Additional website security steps that you can take
The points above are the first steps in making your site more secure, but there is much more that can be done to maximise your security position. Some of the most important include:
- Regularly back up your site – It’s important to have a backup in place so that you are able to recover your site if you suffer a cyberattack. If anything goes wrong with your site, you can get it back up and running quickly. There are a number of free and paid backup plugins available.
- Install a security plugin – Another useful tool to boost WordPress website security is a security plugin. Depending on what you choose, the plugin can carry out a number of useful tasks: monitoring failed login attempts, malware scanning, and more.
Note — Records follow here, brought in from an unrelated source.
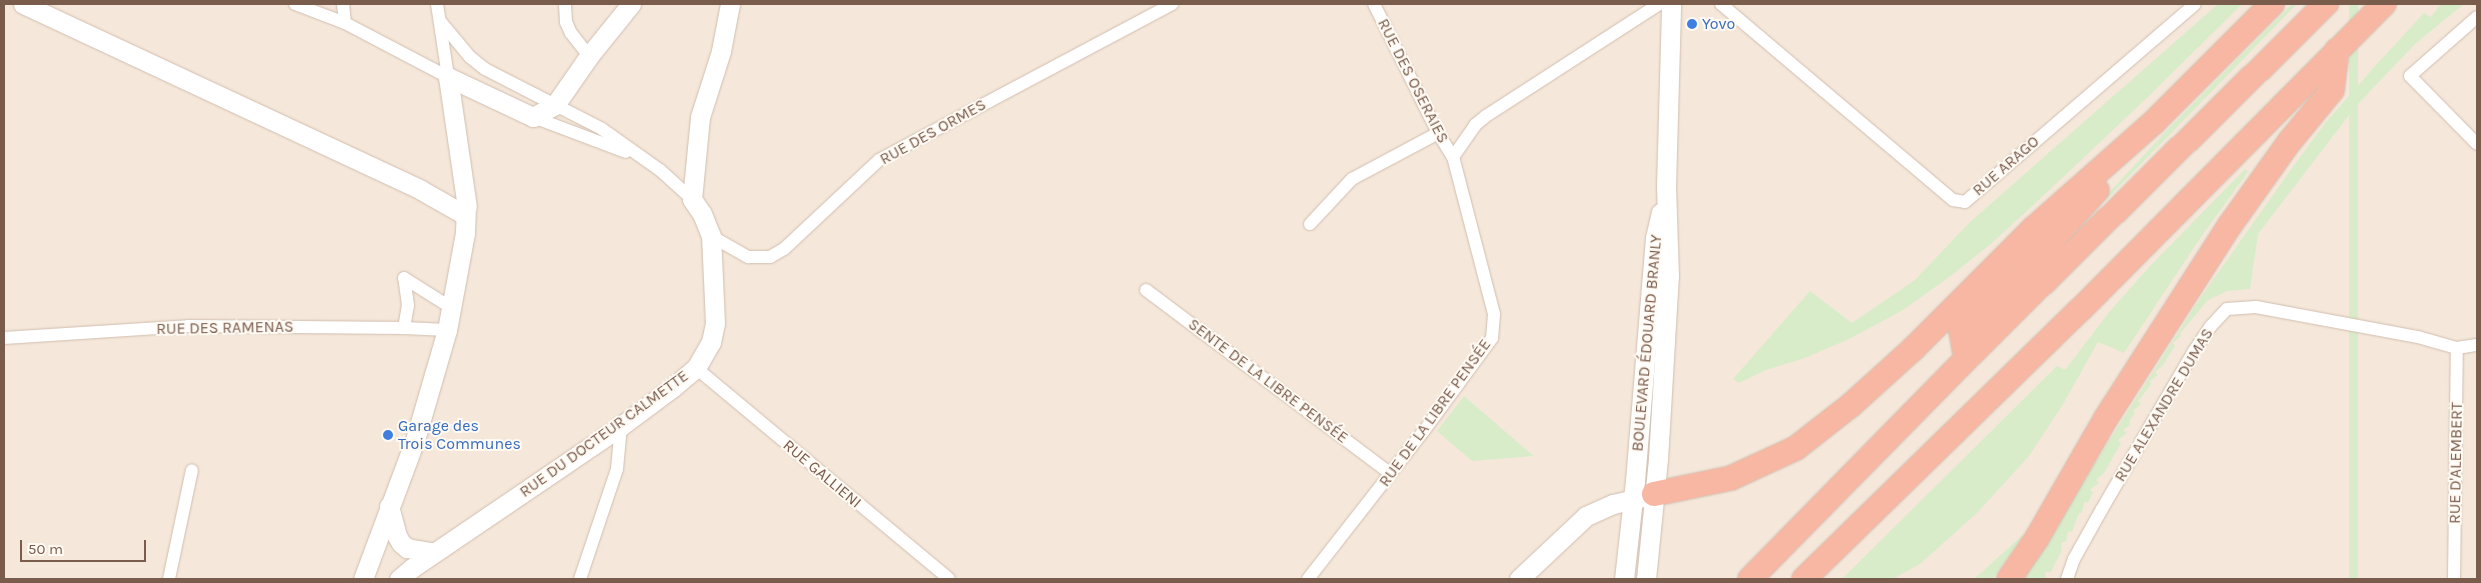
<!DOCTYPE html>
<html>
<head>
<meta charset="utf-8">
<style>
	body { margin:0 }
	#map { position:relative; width:2481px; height:583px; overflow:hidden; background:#fdf6ec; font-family:Karla,sans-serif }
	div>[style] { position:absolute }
	.residential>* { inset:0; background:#f5e8da; transform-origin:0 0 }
	.green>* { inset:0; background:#d8ecc9; transform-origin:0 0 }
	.roads { filter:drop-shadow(0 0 1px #d1beb0) drop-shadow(0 0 1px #d1beb0) }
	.street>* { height:12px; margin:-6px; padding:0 6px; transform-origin:6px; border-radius:6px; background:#fff }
	.secondary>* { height:19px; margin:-9.5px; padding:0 9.5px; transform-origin:9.5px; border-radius:9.5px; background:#fff }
	.highway>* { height:24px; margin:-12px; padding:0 12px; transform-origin:12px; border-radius:12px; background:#f7b7a3 }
	.dots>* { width:14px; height:14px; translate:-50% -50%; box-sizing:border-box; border:2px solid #fffaf3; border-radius:50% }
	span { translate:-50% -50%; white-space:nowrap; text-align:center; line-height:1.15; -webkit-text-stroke:4px #fffaf3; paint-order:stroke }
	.shop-label { font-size:16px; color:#366cbe }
	.left { translate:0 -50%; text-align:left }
	.street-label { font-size:16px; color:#7a5c4d }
	.frame { position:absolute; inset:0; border:5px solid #7a5c4d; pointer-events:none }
	.scale { position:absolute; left:20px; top:540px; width:126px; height:22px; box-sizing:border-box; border:2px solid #7a5c4d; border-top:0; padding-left:6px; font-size:15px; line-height:18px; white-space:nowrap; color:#7a5c4d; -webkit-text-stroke:4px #fffaf3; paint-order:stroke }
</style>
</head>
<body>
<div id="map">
	<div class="residential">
		<i style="left:4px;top:4px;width:2473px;height:575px"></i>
	</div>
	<div class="green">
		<i style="clip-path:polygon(2218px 4px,2242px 4px,2150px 95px,2058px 182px,1993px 242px,1948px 278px,1903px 310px,1849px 339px,1805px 358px,1766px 370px,1739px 383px,1733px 379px,1810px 291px,1852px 323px,1915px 280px,1969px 223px)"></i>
		<i style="clip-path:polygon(2292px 4px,2297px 4px,2105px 201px,2103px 199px,2172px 125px)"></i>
		<i style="left:2349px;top:4px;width:9px;height:814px"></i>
		<i style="clip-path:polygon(2441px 4px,2464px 4px,2416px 43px,2356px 106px,2258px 234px,2250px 289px,2227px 291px,2207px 301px,2180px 334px,2181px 336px,2173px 343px,2175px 346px,2163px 365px,2155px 372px,2158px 375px,2150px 381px,2151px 385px,2138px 401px,2141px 404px,2133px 411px,2135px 413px,2129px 421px,2130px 425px,2123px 430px,2127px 433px,2118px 440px,2121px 443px,2104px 473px,2096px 480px,2099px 483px,2090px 490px,2093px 492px,2088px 503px,2084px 502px,2082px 513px,2079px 513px,2072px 532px,2068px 531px,2066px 542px,2062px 542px,2061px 552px,2051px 572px,2046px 572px,2045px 579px,2018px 579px,2052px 530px,2201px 297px,2289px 172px,2326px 122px,2375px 66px,2424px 13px,2431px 17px)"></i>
		<i style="clip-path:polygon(2245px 169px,2248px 172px,2203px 234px,2124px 353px,2098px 342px,2062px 406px,2029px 456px,1978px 512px,1920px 564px,1893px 579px,1842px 579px,2057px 366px,2065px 370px,2110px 311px,2150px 266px)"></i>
		<i style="clip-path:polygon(1464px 396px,1529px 452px,1534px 456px,1472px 461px,1437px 431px)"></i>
		<i style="clip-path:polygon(2025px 533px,1993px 579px,1974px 579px)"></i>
	</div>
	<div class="roads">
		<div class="street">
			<i style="left:295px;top:4px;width:53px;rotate:20.8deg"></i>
			<i style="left:345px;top:23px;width:116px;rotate:27.7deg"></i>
			<i style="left:343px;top:4px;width:19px;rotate:84deg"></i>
			<i style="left:437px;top:4px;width:74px;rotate:81.4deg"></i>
			<i style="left:565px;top:4px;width:18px;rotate:87deg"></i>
			<i style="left:566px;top:22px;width:12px;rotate:66deg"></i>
			<i style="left:571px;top:33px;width:29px;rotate:52deg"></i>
			<i style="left:1721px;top:4px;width:304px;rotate:40.2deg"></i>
			<i style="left:1953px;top:200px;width:12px;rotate:9deg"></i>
			<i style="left:1965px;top:202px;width:303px;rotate:-40.7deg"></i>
			<i style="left:2477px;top:17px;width:89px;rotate:138.6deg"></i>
			<i style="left:2410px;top:76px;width:95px;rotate:45.4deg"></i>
			<i style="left:440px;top:21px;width:47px;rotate:50.2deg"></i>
			<i style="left:470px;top:57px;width:19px;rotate:39deg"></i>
			<i style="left:485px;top:69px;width:131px;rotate:27.1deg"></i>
			<i style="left:602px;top:129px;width:71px;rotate:35.3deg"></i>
			<i style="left:660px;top:170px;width:43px;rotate:42.2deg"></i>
			<i style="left:533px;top:117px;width:99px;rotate:20.6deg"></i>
			<i style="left:1453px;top:157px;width:39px;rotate:-55deg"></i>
			<i style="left:1475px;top:125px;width:14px;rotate:-39deg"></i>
			<i style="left:1486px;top:116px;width:206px;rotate:-32.9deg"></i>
			<i style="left:1310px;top:224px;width:62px;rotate:-47deg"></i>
			<i style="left:1352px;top:179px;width:98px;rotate:-28.1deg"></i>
			<i style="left:711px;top:236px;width:43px;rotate:29.6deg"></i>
			<i style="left:748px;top:257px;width:22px"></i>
			<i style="left:770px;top:257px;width:16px;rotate:-30deg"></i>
			<i style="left:784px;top:249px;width:130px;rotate:-43.1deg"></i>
			<i style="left:879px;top:160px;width:332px;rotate:-28deg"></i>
			<i style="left:404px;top:278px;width:54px;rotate:32.2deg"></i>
			<i style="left:1146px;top:290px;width:305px;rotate:36.9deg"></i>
			<i style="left:404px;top:328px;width:23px;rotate:-80deg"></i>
			<i style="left:408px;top:305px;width:27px;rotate:-98deg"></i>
			<i style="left:4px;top:338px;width:184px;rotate:-3.7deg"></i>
			<i style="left:188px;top:326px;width:216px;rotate:0.5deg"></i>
			<i style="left:404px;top:328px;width:43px;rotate:2.7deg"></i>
			<i style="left:696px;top:368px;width:329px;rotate:39.8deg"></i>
			<i style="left:169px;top:579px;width:111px;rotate:-78.1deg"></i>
			<i style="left:580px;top:579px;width:116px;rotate:-71.4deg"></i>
			<i style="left:617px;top:469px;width:43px;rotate:-84.7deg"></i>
			<i style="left:1308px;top:579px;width:187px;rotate:-52deg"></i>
			<i style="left:1423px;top:432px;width:117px;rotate:-53.7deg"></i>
			<i style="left:1492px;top:338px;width:24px;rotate:-85deg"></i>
			<i style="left:1494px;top:314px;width:162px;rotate:-104.6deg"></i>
			<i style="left:1453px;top:157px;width:28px;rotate:-122deg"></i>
			<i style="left:1438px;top:133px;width:144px;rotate:-116.4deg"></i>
			<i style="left:2067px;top:579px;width:21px;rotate:-71deg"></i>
			<i style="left:2074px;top:559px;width:57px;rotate:-60.8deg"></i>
			<i style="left:2102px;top:509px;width:183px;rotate:-59.8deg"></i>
			<i style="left:2194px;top:351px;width:30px;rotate:-56deg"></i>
			<i style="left:2211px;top:326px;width:23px;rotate:-47deg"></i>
			<i style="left:2227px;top:309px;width:29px;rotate:-4deg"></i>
			<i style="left:2256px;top:307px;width:165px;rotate:10.5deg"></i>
			<i style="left:2418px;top:337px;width:41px;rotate:15.8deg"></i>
			<i style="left:2457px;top:348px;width:20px;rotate:-9deg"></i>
			<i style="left:2454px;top:579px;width:231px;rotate:-89.3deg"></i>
		</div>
		<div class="secondary">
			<i style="left:23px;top:4px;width:439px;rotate:25deg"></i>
			<i style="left:421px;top:190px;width:51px;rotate:29.6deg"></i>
			<i style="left:448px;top:77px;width:94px;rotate:25.2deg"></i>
			<i style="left:533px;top:117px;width:25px;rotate:-29deg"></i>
			<i style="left:555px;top:105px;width:60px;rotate:-55.2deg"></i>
			<i style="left:589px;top:56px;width:67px;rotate:-51.1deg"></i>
			<i style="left:448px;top:77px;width:131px;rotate:81.7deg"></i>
			<i style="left:389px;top:506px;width:31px;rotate:75deg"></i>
			<i style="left:397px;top:536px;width:8px;rotate:60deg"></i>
			<i style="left:401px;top:543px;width:8px;rotate:40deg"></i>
			<i style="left:407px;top:548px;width:27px;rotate:10deg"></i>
			<i style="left:363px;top:579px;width:148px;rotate:-69.5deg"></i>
			<i style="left:415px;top:440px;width:115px;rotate:-73.8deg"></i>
			<i style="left:447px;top:330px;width:99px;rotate:-79.5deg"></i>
			<i style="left:465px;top:233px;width:23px;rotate:-88deg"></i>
			<i style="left:399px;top:579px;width:17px;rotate:-40deg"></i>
			<i style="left:412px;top:568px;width:253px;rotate:-34.2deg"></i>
			<i style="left:621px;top:426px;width:64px;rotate:-36.7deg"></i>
			<i style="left:672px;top:388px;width:31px;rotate:-40deg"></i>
			<i style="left:696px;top:368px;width:30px;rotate:-60deg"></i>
			<i style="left:711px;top:342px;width:19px;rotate:-78deg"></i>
			<i style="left:715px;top:323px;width:87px;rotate:-92.6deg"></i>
			<i style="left:711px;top:236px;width:24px;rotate:-112deg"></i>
			<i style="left:702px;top:214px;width:18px;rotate:-124deg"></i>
			<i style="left:692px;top:199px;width:82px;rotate:-84.4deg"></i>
			<i style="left:700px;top:117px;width:69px;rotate:-72.3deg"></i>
			<i style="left:721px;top:51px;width:48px;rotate:-79.2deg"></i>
			<i style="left:1519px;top:579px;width:92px;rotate:-43.2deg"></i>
			<i style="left:1586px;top:516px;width:30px;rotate:-24deg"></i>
			<i style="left:1613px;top:504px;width:31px;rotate:-13deg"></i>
			<i style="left:1624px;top:579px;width:99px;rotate:-83.6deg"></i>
			<i style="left:1635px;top:481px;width:244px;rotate:-85.3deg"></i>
			<i style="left:1655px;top:238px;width:26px;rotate:-77deg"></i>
			<i style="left:1646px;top:579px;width:121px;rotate:-84.3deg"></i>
			<i style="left:1658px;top:459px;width:183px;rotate:-86.6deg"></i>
			<i style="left:1669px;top:276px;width:89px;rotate:-91.9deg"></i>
			<i style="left:1666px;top:187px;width:183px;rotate:-88.4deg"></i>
		</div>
		<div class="highway">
			<i style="left:1966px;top:359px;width:28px;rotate:-100deg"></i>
			<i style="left:1961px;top:331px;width:85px;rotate:-43.1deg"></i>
			<i style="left:2023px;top:273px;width:111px;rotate:-48.3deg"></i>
			<i style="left:1654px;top:494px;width:79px;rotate:-11.7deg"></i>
			<i style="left:1731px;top:478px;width:72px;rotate:-24.8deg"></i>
			<i style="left:1796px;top:448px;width:70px;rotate:-38deg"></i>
			<i style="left:1851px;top:405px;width:84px;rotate:-42.1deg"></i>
			<i style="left:1913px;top:349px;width:170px;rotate:-45deg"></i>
			<i style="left:2033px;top:229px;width:162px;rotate:-41.5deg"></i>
			<i style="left:2154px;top:122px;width:167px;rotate:-45deg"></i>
			<i style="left:1750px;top:579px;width:308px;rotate:-45.5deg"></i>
			<i style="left:1966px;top:359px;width:506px;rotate:-44.6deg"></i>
			<i style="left:1804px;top:579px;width:387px;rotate:-44.3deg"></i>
			<i style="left:2081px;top:309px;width:430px;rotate:-45.2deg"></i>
			<i style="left:2009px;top:579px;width:50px;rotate:-55.7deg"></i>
			<i style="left:2037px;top:538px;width:138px;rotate:-60.1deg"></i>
			<i style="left:2106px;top:418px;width:229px;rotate:-57.3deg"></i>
			<i style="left:2230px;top:225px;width:103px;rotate:-54.5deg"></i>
			<i style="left:2290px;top:141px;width:66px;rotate:-50.5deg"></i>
			<i style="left:2332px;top:90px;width:40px;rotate:-82.9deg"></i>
		</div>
	</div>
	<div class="dots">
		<i style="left:1692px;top:24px;background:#3f7fe0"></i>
		<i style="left:388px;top:435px;background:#3f7fe0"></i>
	</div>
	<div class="shop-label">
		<span class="left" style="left:1702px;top:24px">Yovo</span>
		<span class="left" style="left:398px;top:435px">Garage des<br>Trois Communes</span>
	</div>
	<div class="street-label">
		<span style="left:1413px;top:81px;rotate:63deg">RUE DES OSERAIES</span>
		<span style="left:933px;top:132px;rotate:-29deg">RUE DES ORMES</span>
		<span style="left:2006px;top:166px;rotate:-41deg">RUE ARAGO</span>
		<span style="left:225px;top:328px;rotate:-1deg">RUE DES RAMENAS</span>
		<span style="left:1647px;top:343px;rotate:-85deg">BOULEVARD ÉDOUARD BRANLY</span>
		<span style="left:1268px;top:381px;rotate:37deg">SENTE DE LA LIBRE PENSÉE</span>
		<span style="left:2164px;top:405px;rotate:-59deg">RUE ALEXANDRE DUMAS</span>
		<span style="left:1435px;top:413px;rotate:-54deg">RUE DE LA LIBRE PENSÉE</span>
		<span style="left:604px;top:434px;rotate:-36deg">RUE DU DOCTEUR CALMETTE</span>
		<span style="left:2456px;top:463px;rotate:-89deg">RUE D'ALEMBERT</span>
		<span style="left:822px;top:474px;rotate:40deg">RUE GALLIENI</span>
	</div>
	<div class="frame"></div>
	<div class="scale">50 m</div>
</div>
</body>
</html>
WordFence is a reputable plugin with impressive features.
- Enable a web application firewall – Firewalls still play an important role in overall web security. Web application firewalls are able to block suspicious traffic before it can even get to your site.
- Move your site to HTTPS – You should make sure that your site uses HTTPS rather than HTTP – HTTPS sites have a padlock displayed next to the URL in your browser. This is important for both SEO and for security. To move to HTTPS, you’ll need to use the SSL protocol – it encrypts the data sent between your website and users and requires that you purchase and apply an ‘SSL Certificate’.
Web development agencies should always ensure that your site is armed and secure before launch. It’s a good idea to have a retainer agreement for maintenance, so that all of the points we’ve discussed are automatically covered and you don’t have to worry! Whether you work with a developer or hand the role over to your own team, always make your website security a top priority.